**Task to carry out**
Could you show each line of the records that contains the word "hidden"?

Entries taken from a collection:
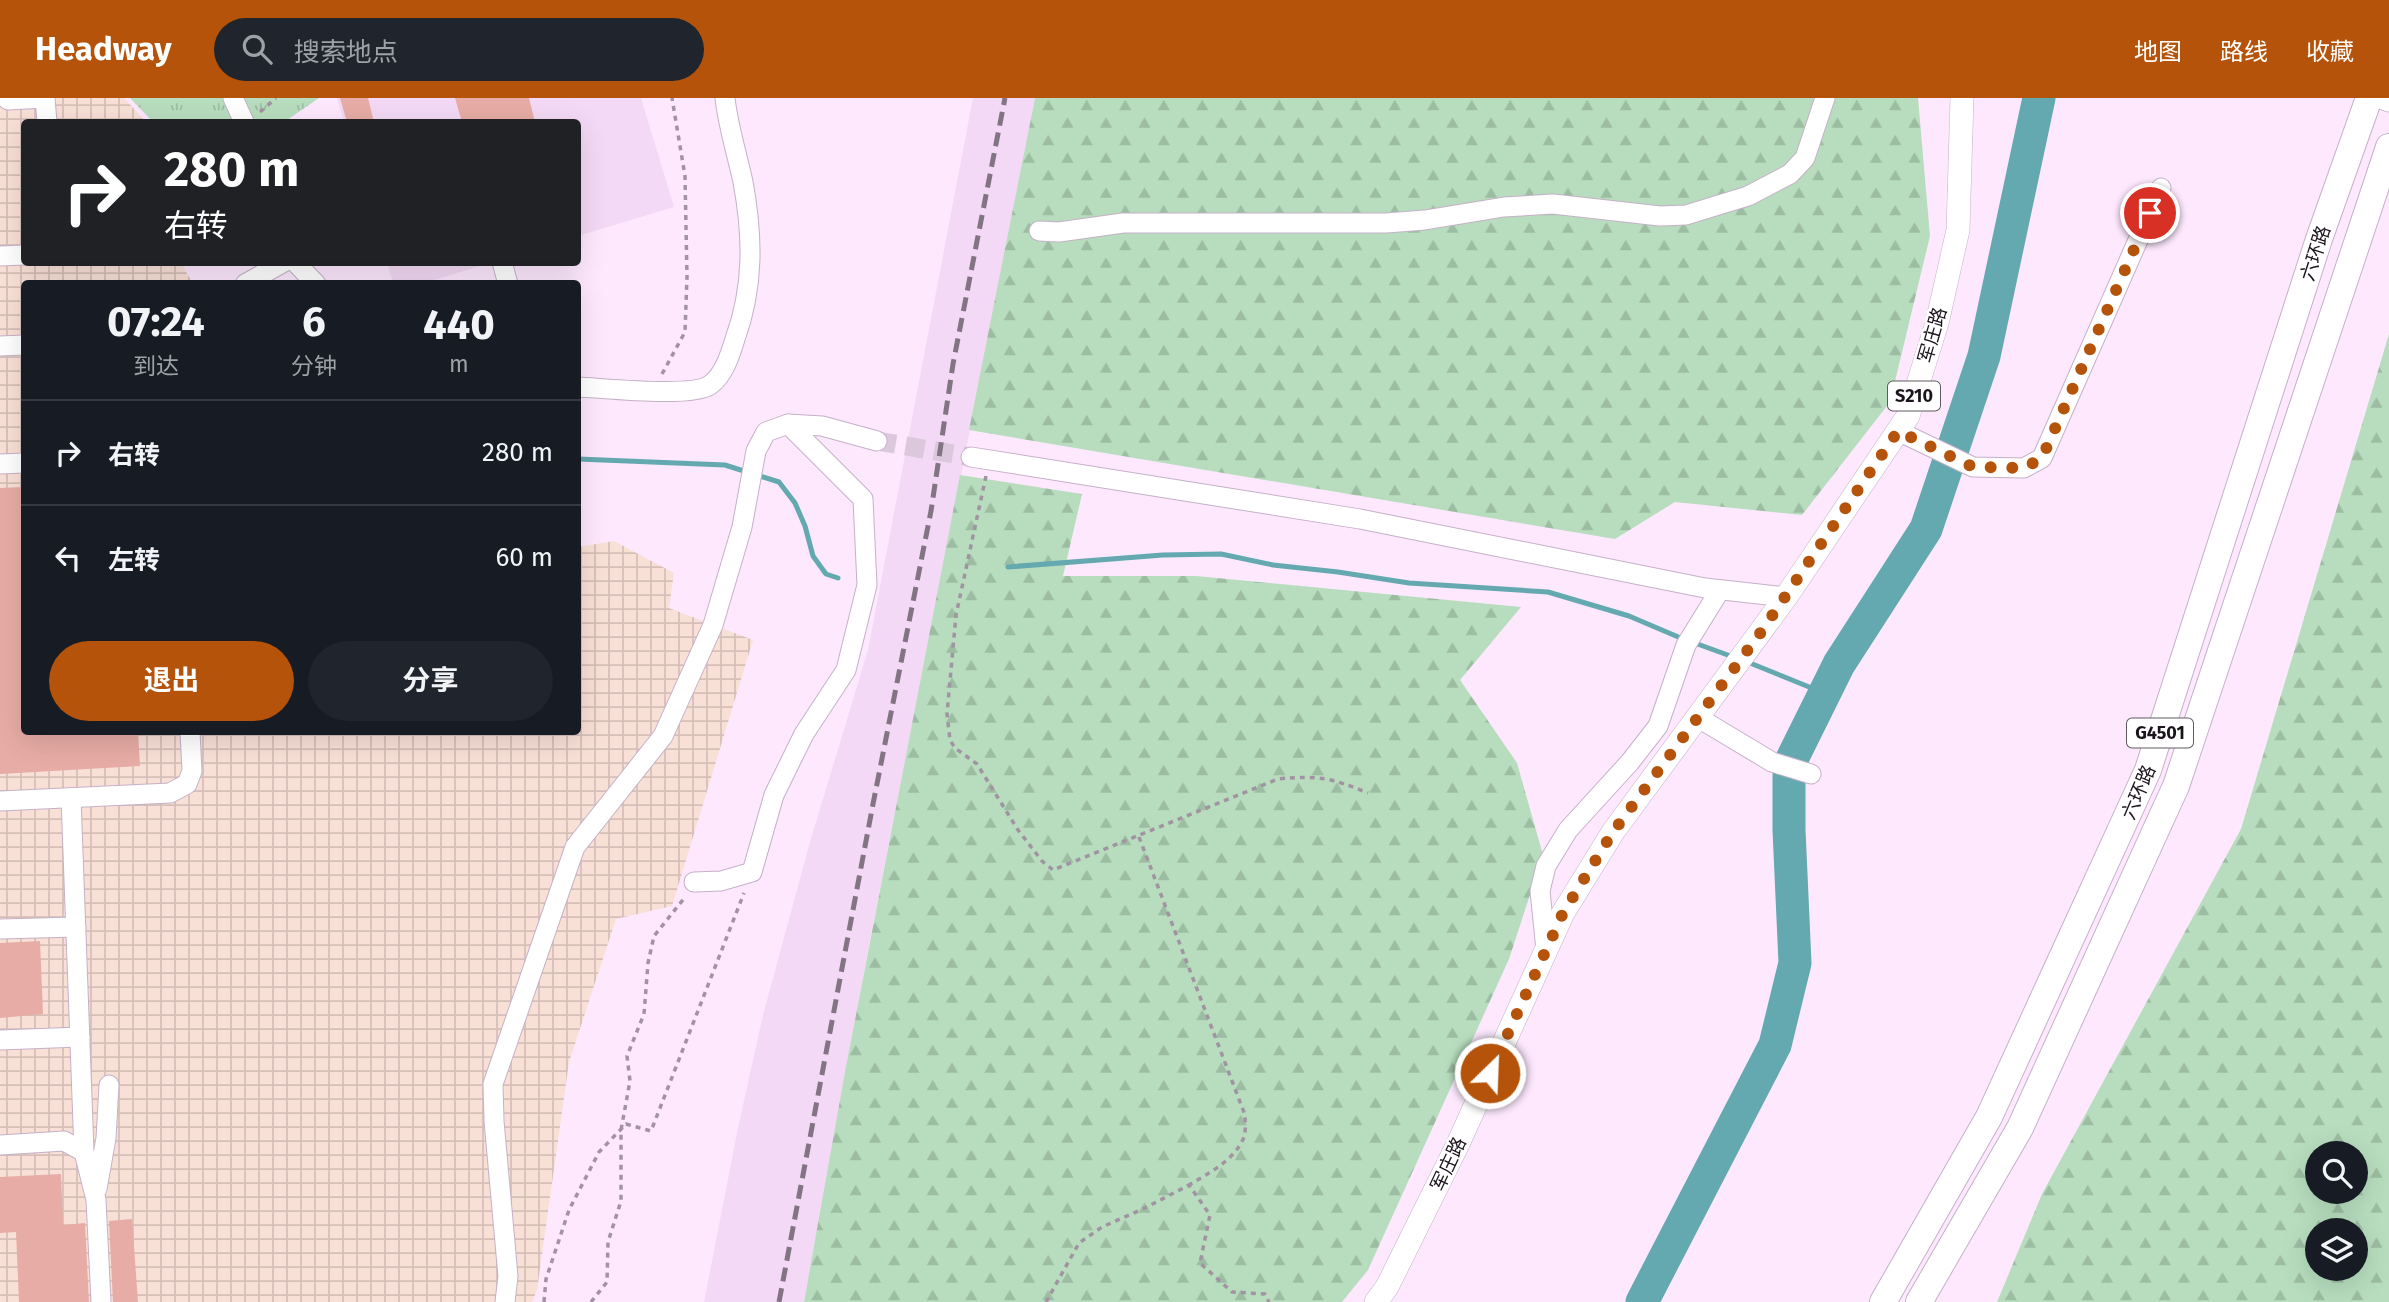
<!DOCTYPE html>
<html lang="zh">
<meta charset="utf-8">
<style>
:root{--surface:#171b24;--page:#20242c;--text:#f1f3f6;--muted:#9ea1a6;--line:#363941;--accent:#b45309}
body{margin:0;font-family:"Fira Sans","Noto Sans SC",sans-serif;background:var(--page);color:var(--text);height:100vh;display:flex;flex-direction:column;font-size:26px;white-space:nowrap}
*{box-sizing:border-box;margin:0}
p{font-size:23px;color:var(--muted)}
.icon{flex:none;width:38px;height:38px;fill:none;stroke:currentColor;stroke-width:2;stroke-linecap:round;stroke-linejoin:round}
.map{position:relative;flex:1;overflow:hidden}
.panel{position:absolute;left:21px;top:182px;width:560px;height:455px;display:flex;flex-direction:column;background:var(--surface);border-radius:7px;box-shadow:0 7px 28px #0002}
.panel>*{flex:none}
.guide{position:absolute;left:21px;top:21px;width:560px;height:147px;border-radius:7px;box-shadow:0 7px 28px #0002;background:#202124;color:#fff;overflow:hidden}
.tools{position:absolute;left:2305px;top:1043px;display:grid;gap:14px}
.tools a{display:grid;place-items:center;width:63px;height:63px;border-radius:50%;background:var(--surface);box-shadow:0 7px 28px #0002;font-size:35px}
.pin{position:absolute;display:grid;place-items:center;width:60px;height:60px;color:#fff;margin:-30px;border:4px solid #fff;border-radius:50%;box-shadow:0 2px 7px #0007}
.me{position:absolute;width:77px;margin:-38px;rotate:24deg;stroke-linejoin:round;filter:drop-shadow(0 0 5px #0008)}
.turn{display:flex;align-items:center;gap:24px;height:147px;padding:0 28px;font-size:32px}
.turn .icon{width:91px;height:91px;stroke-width:2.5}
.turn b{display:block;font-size:49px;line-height:60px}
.eta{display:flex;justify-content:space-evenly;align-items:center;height:119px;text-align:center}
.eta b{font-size:42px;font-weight:700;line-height:49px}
.button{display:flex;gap:14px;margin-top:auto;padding:14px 28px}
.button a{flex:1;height:80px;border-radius:42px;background:var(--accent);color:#fff;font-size:28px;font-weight:700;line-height:80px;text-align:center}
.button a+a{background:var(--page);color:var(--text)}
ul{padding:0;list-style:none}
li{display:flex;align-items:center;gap:21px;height:105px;padding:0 28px;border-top:2px solid var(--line)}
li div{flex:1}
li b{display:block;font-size:26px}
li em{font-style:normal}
header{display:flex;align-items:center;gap:42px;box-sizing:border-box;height:98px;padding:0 35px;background:var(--accent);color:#fff}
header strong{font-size:33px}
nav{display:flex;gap:38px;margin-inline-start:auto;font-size:24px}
.search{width:490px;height:63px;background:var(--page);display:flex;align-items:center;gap:18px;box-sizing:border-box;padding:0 24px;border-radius:38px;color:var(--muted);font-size:26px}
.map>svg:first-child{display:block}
</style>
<header>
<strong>Headway</strong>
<div class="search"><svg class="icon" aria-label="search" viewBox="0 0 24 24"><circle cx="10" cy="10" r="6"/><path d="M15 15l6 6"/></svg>搜索地点</div>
<nav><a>地图</a><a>路线</a><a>收藏</a></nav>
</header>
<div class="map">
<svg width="2389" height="1204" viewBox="0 0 2389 1204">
<defs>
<pattern id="industrial-grid" width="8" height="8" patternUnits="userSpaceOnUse" patternTransform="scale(1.75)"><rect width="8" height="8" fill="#f9e0d7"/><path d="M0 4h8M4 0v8" fill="none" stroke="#d5bfb8"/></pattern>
<pattern id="forest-firs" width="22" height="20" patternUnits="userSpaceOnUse" patternTransform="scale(1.75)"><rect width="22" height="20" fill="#b7ddbe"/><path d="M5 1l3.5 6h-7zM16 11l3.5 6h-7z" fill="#9dbda3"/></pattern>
<pattern id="park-tufts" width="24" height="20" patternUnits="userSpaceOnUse" patternTransform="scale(1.75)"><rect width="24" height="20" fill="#b7ddbe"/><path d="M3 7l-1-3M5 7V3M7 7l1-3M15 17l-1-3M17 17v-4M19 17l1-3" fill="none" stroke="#9dbda3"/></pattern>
</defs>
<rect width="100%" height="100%" fill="#fde8fe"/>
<g fill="#f3d9f5">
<polygon points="337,0 641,0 674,109 578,138 578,24 344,24"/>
<polygon points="973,0 1035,0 868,852 804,1204 704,1204 738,1030 763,917 810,744 868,552"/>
<polygon points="387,165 387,164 490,165 421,186 393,185"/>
</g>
<polygon fill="url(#industrial-grid)" points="0,0 124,0 146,24 24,24 24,164 185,165 184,171 193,185 24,186 24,634 578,634 578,449 614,443 674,475 669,510 753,542 672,808 616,821 569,964 537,1192 532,1204 0,1204"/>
<g fill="url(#forest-firs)" fill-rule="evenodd">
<polygon points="1035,0 1918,0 1930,138 1890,304 1802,417 1675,404 1615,441 969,332"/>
<path d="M2389,236V1204H1997L2042,1096L2241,731ZM2317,1055H2356V1094H2317ZM2317,1132H2356V1171H2317Z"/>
<polygon points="960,377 1082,396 1063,478 1196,478 1521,509 1460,582 1517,665 1543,757 1509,861 1368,1172 1342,1204 804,1204 845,974"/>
</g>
<polygon fill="url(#park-tufts)" points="130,0 319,0 284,24 153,24"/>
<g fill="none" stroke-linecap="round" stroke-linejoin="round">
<g stroke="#64a9af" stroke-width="5">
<polyline points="578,361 725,367 779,384 795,405 805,428 813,458 826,476 838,480"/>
<polyline points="1008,469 1163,457 1221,456 1273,467 1338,474 1409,485 1548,494 1629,518 1683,541"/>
<polyline points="1692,544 1736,560"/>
<polyline points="1745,563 1824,595"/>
</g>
<polyline stroke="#64a9af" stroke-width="33" points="1642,1204 1775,947 1795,865 1789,732 1789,667 1839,566 1926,431 1984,258 2039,0"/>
</g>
<g fill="#e7aca5">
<polygon points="340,0 368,0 374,24 347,24"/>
<polygon points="455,0 529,0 535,24 462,24"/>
<polygon points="24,389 24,634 138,634 140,668 0,676 0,390"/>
<polygon points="40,843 43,916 0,920 0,845"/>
<polygon points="61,1076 63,1127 85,1125 89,1204 19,1204 16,1134 0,1135 0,1079"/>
<polygon points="132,1121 138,1204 113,1204 109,1123"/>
</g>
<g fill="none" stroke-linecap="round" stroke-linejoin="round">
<polyline stroke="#dbc8dc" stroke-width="19" stroke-dasharray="19 10" stroke-linecap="butt" points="877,343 971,359"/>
<defs>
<g id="minor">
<polyline points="45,0 47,24"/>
<polyline points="233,0 244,24"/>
<polyline points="2378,0 2389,4"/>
<polyline points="8,2 45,0"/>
<polyline points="1039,133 1059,134 1123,125 1386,125 1425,122 1504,109 1553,106 1660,118 1686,117 1748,98 1790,76 1805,60 1825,0"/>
<polyline points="0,158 24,157"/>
<polyline points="295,164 316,186"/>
<polyline points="502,164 508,186"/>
<polyline points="245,186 284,164"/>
<polyline points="0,248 24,247"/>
<path d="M578,289C603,290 692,300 710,287C724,277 730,257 735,241C754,189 753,138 743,84C737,56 728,28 725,0"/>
<polyline points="1898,333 1973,369 2024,370 2042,360 2161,90"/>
<polyline points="971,359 1360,421 1705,490 1786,499"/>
<polyline points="0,366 24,365"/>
<polyline points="1697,619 1772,664 1811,676"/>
<polyline points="71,700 84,1054"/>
<polyline points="0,703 170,695 187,686 192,673 190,634"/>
<polyline points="694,784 721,783 752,774 774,697 804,636 846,572 867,487 863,401 788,326"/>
<polyline points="0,831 76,829"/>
<polyline points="1546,852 1540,793 1546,768 1568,732 1630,664 1658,628 1686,547 1720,492"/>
<polyline points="0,942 80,939"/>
<polyline points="0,1047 64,1043 84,1054 96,1102 101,1204"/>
<polyline points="97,1091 106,1040 109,987"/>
<polyline points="505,1204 508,1178 494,1023 493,986 575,749 663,638 713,527 742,429 756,353 766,334 788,326 822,328 877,343"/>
</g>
<polyline id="major" points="1376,1204 1387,1189 1457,1048 1563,815 1613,734 1786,499 1908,318 1937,225 1958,132 1962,0"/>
<g id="highway">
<polyline points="1883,1204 1989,1019 2148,672 2319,141 2369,0"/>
<polyline points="1919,1204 2020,1030 2176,688 2389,49"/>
</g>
</defs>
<use href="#minor" stroke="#c5b1c7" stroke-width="21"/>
<use href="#major" stroke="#c5b1c7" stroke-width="24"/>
<use href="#highway" stroke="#c5b1c7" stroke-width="28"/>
<g stroke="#a293a3" stroke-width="3.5" stroke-dasharray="5 5" stroke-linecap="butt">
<polyline points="260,14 276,0"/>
<polyline points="662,276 685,234 687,179 685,78 672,0"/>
<path d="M986,378L956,517L947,616L950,642L955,650L977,666L1018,732L1042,763L1053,772L1278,681C1319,677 1331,680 1368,695"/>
<path d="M1139,739L1245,1017C1245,1023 1246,1033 1244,1039C1235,1062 1209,1075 1189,1087"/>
<polyline points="544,1204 546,1181 569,1112 599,1054 626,1026 651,1033 744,795"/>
<polyline points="591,1204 607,1184 608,1144 621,1103 621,1032 630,983 627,958 644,916 648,865 654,838 686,798"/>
<polyline points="1046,1204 1079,1145 1102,1129 1143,1111 1189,1087 1210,1117 1200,1165 1232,1194 1265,1196 1269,1204"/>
</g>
<use href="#minor" stroke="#fff" stroke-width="19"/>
<use href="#major" stroke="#fff" stroke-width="23"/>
<use href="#highway" stroke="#fff" stroke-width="26"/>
<polyline stroke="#827483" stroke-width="5" stroke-dasharray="14 7" stroke-linecap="butt" points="779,1204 873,706 931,413 953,266 1005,0"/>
</g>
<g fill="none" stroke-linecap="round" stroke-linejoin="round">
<polyline stroke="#b45309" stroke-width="12" stroke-dasharray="0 21.6" points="1490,975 1563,815 1613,734 1761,534 1898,333 1973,369 2024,370 2042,360 2150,115"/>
</g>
<g text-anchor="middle" stroke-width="5" stroke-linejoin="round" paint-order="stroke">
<g fill="#fff" stroke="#5f5a60" stroke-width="2">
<rect x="1888" y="283.5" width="52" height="29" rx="5"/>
<rect x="2127" y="620.5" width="66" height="29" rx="5"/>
</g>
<g font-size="18" font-weight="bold" fill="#1b141c">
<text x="1914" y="304">S210</text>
<text x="2160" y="641">G4501</text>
</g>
<g font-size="19" fill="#1b141c" stroke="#fff">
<text transform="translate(2315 155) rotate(-72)" y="7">六环路</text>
<text transform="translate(1932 237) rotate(-74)" y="7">军庄路</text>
<text transform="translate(2138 694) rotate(-67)" y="7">六环路</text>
<text transform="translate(1448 1066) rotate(-65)" y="7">军庄路</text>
</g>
</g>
</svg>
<div class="tools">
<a><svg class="icon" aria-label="search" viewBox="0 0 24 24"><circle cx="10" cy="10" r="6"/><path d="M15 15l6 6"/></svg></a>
<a><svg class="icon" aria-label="layers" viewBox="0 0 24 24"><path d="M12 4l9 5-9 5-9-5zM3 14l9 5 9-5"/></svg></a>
</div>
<div class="pin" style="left:2150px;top:115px;background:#d93025"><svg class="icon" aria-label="arrive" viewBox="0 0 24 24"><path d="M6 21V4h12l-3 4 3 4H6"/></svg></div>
<svg class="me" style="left:1490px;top:975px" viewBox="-20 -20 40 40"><circle r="17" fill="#b45309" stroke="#fff" stroke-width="3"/><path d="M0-11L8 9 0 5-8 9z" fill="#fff"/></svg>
<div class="guide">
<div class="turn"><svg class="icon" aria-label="right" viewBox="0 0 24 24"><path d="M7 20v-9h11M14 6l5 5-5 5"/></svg><div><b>280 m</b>右转</div></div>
</div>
<section class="panel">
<div class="eta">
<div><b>07:24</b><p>到达</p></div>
<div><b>6</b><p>分钟</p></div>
<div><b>440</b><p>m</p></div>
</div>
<ul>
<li><svg class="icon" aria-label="right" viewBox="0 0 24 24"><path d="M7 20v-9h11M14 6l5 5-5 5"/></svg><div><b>右转</b></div><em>280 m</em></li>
<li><svg class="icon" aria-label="left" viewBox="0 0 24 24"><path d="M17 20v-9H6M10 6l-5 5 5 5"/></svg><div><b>左转</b></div><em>60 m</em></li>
</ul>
<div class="button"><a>退出</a><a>分享</a></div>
</section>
</div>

**Solution to this task**
.map{position:relative;flex:1;overflow:hidden}
.guide{position:absolute;left:21px;top:21px;width:560px;height:147px;border-radius:7px;box-shadow:0 7px 28px #0002;background:#202124;color:#fff;overflow:hidden}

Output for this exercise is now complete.